■ Work instructions: Reprint the lines below as they are, minus the pictures.

■ Dataset excerpt:
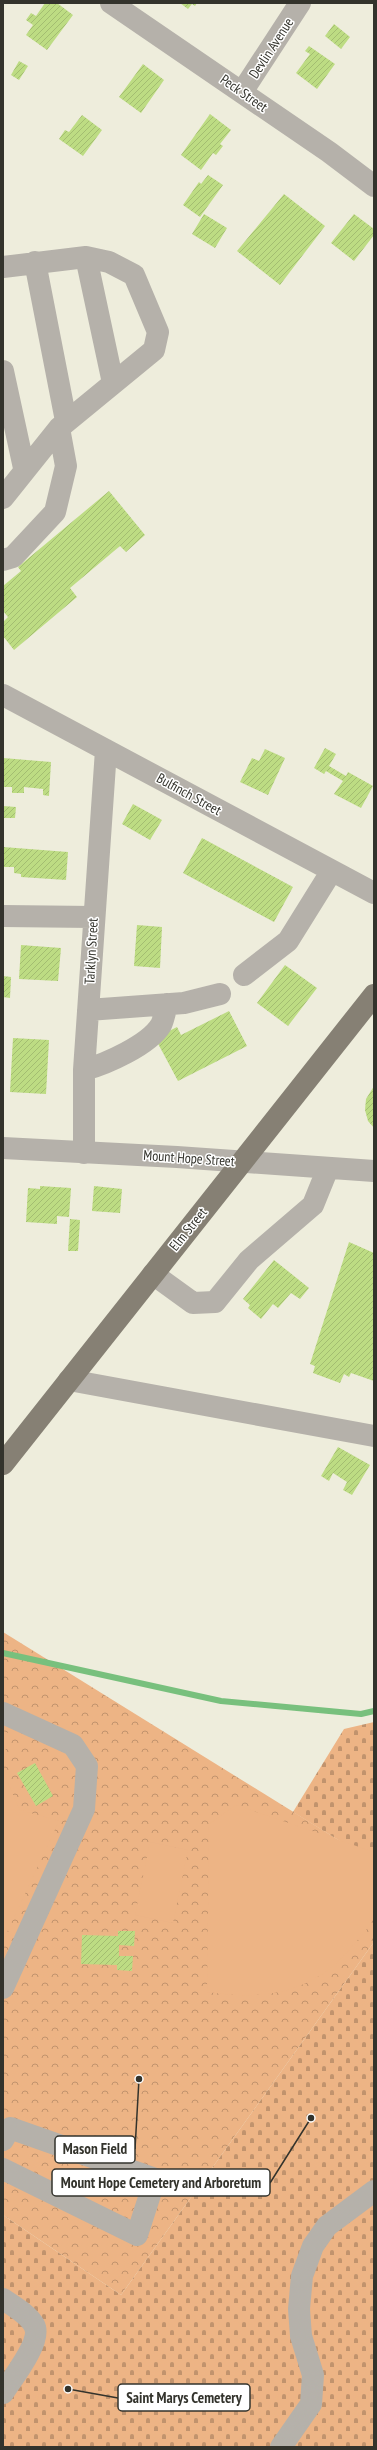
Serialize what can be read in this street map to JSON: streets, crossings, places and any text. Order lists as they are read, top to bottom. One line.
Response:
{"streets":{"main road":["Elm Street"],"street":["Devlin Avenue","Peck Street","Bulfinch Street","Tarklyn Street","Mount Hope Street"]},"crossings":[["Devlin Avenue","Peck Street"],["Bulfinch Street","Tarklyn Street"],["Tarklyn Street","Mount Hope Street"],["Mount Hope Street","Elm Street"]],"places":["Mason Field","Mount Hope Cemetery and Arboretum","Saint Marys Cemetery"]}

■ Response to this exercise:
Serialize what can be read in this street map to JSON: streets, crossings, places and any text. Order lists as they are read, top to bottom. One line.
Response:
{"streets":{"main road":["Elm Street"],"street":["Devlin Avenue","Peck Street","Bulfinch Street","Tarklyn Street","Mount Hope Street"]},"crossings":[["Devlin Avenue","Peck Street"],["Bulfinch Street","Tarklyn Street"],["Tarklyn Street","Mount Hope Street"],["Mount Hope Street","Elm Street"]],"places":["Mason Field","Mount Hope Cemetery and Arboretum","Saint Marys Cemetery"]}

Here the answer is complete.